The raw depth image captured by indoor depth sensors usually has an extensive range of missing depth values due to inherent limitations such as the inability to perceive transparent objects and the limited distance range. The incomplete depth map with missing values burdens many downstream vision tasks, and a rising number of depth completion methods have been proposed to alleviate this issue. While most existing methods can generate accurate dense depth maps from sparse and uniformly sampled depth maps, they are not suitable for complementing large contiguous regions of missing depth values, which is common and critical in images captured in indoor environments. To overcome these challenges, we design a novel two-branch end-to-end fusion network named RDFC-GAN, which takes a pair of RGB and incomplete depth images as input to predict a dense and completed depth map. The first branch employs an encoder-decoder structure, by adhering to the Manhattan world assumption and utilizing normal maps from RGB-D information as guidance, to regress the local dense depth values from the raw depth map. In the other branch, we propose an RGB-depth fusion CycleGAN to transfer the RGB image to the fine-grained textured depth map. We adopt adaptive fusion modules named W-AdaIN to propagate the features across the two branches, and we append a confidence fusion head to fuse the two outputs of the branches for the final depth map. Extensive experiments on NYU-Depth V2 and SUN RGB-D demonstrate that our proposed method clearly improves the depth completion performance, especially in a more realistic setting of indoor environments, with the help of our proposed pseudo depth maps in training.

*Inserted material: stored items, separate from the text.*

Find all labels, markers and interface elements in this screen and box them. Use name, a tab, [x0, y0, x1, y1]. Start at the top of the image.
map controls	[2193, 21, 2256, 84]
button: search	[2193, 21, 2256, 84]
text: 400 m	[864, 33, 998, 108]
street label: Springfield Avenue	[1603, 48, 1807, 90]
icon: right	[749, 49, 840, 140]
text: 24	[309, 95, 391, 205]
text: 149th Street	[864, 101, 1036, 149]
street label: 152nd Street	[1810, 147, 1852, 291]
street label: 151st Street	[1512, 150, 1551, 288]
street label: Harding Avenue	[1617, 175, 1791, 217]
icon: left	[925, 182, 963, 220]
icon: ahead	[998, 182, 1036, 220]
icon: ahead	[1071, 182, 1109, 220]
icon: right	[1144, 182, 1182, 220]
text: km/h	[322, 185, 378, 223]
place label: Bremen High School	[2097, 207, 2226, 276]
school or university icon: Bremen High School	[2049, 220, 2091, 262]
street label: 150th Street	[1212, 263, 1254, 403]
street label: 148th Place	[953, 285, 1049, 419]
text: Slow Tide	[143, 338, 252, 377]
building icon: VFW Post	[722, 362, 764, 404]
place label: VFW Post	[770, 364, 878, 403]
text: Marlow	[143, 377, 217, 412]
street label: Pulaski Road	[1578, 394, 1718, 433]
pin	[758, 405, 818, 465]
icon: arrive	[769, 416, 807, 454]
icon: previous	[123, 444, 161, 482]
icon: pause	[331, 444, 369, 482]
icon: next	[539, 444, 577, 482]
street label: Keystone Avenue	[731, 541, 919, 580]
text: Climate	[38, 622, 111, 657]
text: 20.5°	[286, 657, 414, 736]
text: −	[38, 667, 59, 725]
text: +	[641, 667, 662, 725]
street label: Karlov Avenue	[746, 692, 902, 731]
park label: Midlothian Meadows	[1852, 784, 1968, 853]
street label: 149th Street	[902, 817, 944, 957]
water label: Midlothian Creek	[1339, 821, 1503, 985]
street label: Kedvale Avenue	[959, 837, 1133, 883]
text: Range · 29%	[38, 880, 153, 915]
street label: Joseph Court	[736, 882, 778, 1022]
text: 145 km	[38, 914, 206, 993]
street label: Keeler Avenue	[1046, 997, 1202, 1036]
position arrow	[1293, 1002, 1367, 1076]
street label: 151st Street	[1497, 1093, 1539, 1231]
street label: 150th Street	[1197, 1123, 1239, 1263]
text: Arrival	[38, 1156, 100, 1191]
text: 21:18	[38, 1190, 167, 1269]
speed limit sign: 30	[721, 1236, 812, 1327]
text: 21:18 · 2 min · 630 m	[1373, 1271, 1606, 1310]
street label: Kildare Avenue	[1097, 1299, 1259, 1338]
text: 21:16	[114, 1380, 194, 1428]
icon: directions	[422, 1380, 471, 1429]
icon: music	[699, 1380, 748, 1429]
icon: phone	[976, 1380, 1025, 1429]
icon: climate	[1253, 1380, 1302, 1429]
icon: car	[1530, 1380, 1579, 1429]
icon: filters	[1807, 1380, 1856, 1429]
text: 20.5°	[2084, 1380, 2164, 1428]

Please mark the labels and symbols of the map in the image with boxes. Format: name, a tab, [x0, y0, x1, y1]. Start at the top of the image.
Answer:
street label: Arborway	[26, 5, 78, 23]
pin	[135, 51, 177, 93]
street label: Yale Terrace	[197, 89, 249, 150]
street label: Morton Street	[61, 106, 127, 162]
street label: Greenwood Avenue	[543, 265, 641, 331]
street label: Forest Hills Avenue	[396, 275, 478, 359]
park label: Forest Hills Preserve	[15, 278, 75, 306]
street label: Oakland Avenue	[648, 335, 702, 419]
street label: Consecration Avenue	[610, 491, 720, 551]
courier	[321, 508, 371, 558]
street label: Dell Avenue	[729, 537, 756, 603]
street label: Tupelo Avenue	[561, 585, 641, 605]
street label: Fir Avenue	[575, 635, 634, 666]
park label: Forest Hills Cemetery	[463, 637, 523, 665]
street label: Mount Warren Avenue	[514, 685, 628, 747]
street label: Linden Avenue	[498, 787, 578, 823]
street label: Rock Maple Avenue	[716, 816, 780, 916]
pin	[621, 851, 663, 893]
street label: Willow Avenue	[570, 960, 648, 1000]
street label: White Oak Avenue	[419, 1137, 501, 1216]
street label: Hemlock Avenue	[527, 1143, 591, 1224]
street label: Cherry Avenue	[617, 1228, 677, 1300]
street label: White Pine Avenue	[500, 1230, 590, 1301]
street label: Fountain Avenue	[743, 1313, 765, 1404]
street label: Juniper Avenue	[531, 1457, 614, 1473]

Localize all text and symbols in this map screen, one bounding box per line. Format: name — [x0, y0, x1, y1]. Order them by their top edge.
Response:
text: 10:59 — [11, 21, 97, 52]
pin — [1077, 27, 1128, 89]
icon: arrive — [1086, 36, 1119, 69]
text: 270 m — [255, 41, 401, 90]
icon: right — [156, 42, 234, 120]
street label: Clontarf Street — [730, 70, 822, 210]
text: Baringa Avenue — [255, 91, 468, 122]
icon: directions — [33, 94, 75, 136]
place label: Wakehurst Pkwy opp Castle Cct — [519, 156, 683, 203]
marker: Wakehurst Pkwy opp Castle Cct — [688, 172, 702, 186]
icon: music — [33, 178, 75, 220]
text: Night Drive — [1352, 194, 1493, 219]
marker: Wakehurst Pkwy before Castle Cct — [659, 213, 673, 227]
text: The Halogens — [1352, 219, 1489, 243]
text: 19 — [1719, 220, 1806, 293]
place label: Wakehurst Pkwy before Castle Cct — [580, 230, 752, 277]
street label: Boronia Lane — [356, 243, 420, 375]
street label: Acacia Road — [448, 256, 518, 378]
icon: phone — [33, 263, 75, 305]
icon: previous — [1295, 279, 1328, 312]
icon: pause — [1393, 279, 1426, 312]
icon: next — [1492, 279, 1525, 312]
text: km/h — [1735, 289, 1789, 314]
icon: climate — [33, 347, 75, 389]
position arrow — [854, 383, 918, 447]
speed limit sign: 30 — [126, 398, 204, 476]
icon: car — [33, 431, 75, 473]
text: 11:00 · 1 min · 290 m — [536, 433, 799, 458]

翻译：室内深度传感器捕获的原始深度图像通常由于固有限制（如无法感知透明物体及距离范围有限）而存在大范围缺失深度值。带有缺失值的不完整深度图为众多下游视觉任务带来负担，为此已有越来越多的深度补全方法被提出以缓解此问题。虽然现有大多数方法能从稀疏且均匀采样的深度图生成精确的稠密深度图，但它们不适用于补全室内环境图像中常见且关键的大面积连续缺失深度值区域。为克服这些挑战，我们设计了一种新颖的双分支端到端融合网络RDFC-GAN，该网络以一对RGB图像和不完整深度图像作为输入，预测稠密且完整的深度图。第一个分支采用编码器-解码器结构，通过遵循曼哈顿世界假设并利用RGB-D信息中的法向量图作为引导，从原始深度图中回归出局部稠密深度值。在另一个分支中，我们提出RGB-深度融合循环生成对抗网络，将RGB图像迁移为具有精细纹理的深度图。我们采用名为W-AdaIN的自适应融合模块跨两个分支传播特征，并附加置信度融合头以融合两个分支的输出生成最终深度图。在NYU-Depth V2和SUN RGB-D上的大量实验表明，借助训练中提出的伪深度图，我们提出的方法显著提升了深度补全性能，尤其是在更真实的室内环境设定下。